Killed by a belch
IT WAS 250 million years ago that life took its first beating - the worst ever - when mass extinctions marked the end of the Permian period. A group of American palaeontologists say that they have evidence to prove that the extinctions in the Permian period, which devoured 90 per cent of all genera in the oceans, may have been triggered by a belch of deep sea carbon dioxide (Science, Vol 270, No 5241).
Researchers Andrew Knoll of the Harvard University, Richard Bambach of Virginia Polytechnic Institute and State University and sedimentologist John Grotzinger of the Massachusetts Institute of Technology in the US, recognised a slide of a layered rock shown to them by a colleague, to be an inorganic carbon precipitate - carbonate - from the late Permian period.
Carbonates are usually produced from the remains of once living animals. During the five cycles of glaciation in the late Precambrian period between 600 million and 800 million years ago, however, carbonates precipitated directly from the seawater, without the help of living beings.

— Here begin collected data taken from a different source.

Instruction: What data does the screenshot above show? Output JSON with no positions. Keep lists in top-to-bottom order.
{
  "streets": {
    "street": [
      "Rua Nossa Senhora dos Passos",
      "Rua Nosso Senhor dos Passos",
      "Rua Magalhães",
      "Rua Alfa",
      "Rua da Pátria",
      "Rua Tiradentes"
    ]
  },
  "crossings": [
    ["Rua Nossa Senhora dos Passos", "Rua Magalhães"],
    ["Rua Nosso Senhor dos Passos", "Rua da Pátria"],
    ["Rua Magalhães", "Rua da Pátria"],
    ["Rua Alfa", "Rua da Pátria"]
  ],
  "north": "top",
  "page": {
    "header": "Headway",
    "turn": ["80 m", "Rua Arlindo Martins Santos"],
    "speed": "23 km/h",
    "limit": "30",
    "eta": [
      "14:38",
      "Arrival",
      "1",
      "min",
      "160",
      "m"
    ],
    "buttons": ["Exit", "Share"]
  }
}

This could have occurred when the concentration of dissolved carbon dioxide became very high.
The palaeontologists propose that the period witnessed a shutdown in the circulation of the deep oceans. Continents then came to be huddled in a supercontinent, Pangaea. With no continental ice sheets to chill surface waters, the deep waters became stagnant. As phytoplanktons on the surface waters continued extracting carbon dioxide from the atmosphere, converting it into organic matter that sank and oxidised to carbon dioxide, the result was a hike in the deep sea carbon dioxide content.